Why I Changed My Way Of Eating And Drinking

The year was 2011. I was working a 9-to-5 job and living in the suburbs in Indiana. I had been suffering from chronic fatigue, back pain, insomnia, and muscle aches. I was miserable. I was losing my hair, and I was having all kinds of symptoms that I thought might be related to stress or something. My doctor took me into the ER.

I was in the emergency department when they took me in. The doctor asked about my weight; he knew that I used to drink beer at home and that I had been a big guy growing up, and he figured that if I was still drinking beer, I was going to be a bigger and bigger beer drinker. He said, “Oh, you’re gonna end up being like all the people in the emergency department.” I went to the restroom, took a couple of deep breaths, and, just like that, I was cured. I had never given up my love for beer, and I had never taken a step back from my health. It was a huge, life-changing moment, because I realized that if I continued down the path of drinking beer and eating processed food, it was going to get to me and hurt me, and this was something far more important than beer. It was my health. It was being healthy and not getting healthy. I’ve been going full throttle ever since.

At the moment when I stopped drinking beer, I never gave that stuff a second thought or tried it again; I did it because I knew that beer was poison and that it wasn’t healthy. All of the research I’ve done on all the health issues related to alcoholism, nutrition, and health has made me realize that there’s absolutely nothing healthy about beer. I was never going to be able to get a good job when I started college unless I cut out alcohol; if I continued drinking and eating processed food, it would hurt me and my health.

            All my friends are doing it. People everywhere know the importance of not drinking beer. I don’t care if I have to live in a community with nothing but people who drink beer all the time. Beer sucks like crazy. It makes me sick, and it sucks away all my energy. It makes me a mess when I drink; I wake up in the middle of the night crying because I’m sick and feel so unwell. And the only thing that helps me sleep is when I go to a movie. My favorite is The Departed , a movie about a drunk driver who hits two teenage girls and then takes the joyride off a bridge.

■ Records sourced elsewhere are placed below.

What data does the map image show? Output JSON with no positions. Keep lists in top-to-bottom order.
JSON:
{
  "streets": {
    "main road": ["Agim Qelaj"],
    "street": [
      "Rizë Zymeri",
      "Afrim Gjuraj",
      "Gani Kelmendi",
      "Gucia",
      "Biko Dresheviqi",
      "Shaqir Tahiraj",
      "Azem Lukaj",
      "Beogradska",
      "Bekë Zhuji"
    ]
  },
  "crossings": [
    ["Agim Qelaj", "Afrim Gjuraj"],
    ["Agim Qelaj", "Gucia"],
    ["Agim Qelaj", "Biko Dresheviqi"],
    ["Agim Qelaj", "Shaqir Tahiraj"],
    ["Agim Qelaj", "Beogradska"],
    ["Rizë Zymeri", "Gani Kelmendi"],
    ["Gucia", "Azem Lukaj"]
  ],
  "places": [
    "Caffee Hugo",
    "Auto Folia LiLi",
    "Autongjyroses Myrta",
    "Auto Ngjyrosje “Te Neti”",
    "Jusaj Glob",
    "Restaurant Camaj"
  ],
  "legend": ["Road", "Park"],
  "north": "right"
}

I don’t want to go to movies, I don’t want to go out, I don’t want to socialize with people. I do my best to ignore everything around me, but even ignoring everything just makes me that much more sick. I feel like I’m going to end up in a lot of pain. Drinking beer is an addiction. Alcohol and beer are the only drugs I’ve ever loved. I love beer so much that the thought of even trying to change or quit my love for beer is like, what kind of a person does that, huh? But it’s the only choice I have right now; there are no other options, so I have to be honest with myself about why I want to stop. I’m living proof that you can go straight, stop drinking for good, and be healthy. I still crave beer, but at least I’m willing to do the work and put up with the pain of abstinence for a bit longer.

            I haven’t gotten drunk ever since I stopped, and the first two weeks that I started drinking again were the worst for me. It’s like the universe hates me, and doesn’t feel like it wants me to enjoy myself. But after that, I was better. After about a month of being sober, I started craving beer about five times a week; it’s like every time I drink a beer, it feels better in my stomach than before. The first few weeks after being sober were the most horrible years of my life because I didn’t know what was wrong with me, and it was a constant source of sadness and sadness that I was unable to control. But now I know how things get better, I know that I just have to trust myself. I’ll have an opportunity to come back to drinking when I really start wanting a lot of it, after I learn a bit more about how this works, and when I have a better idea of how to quit or change.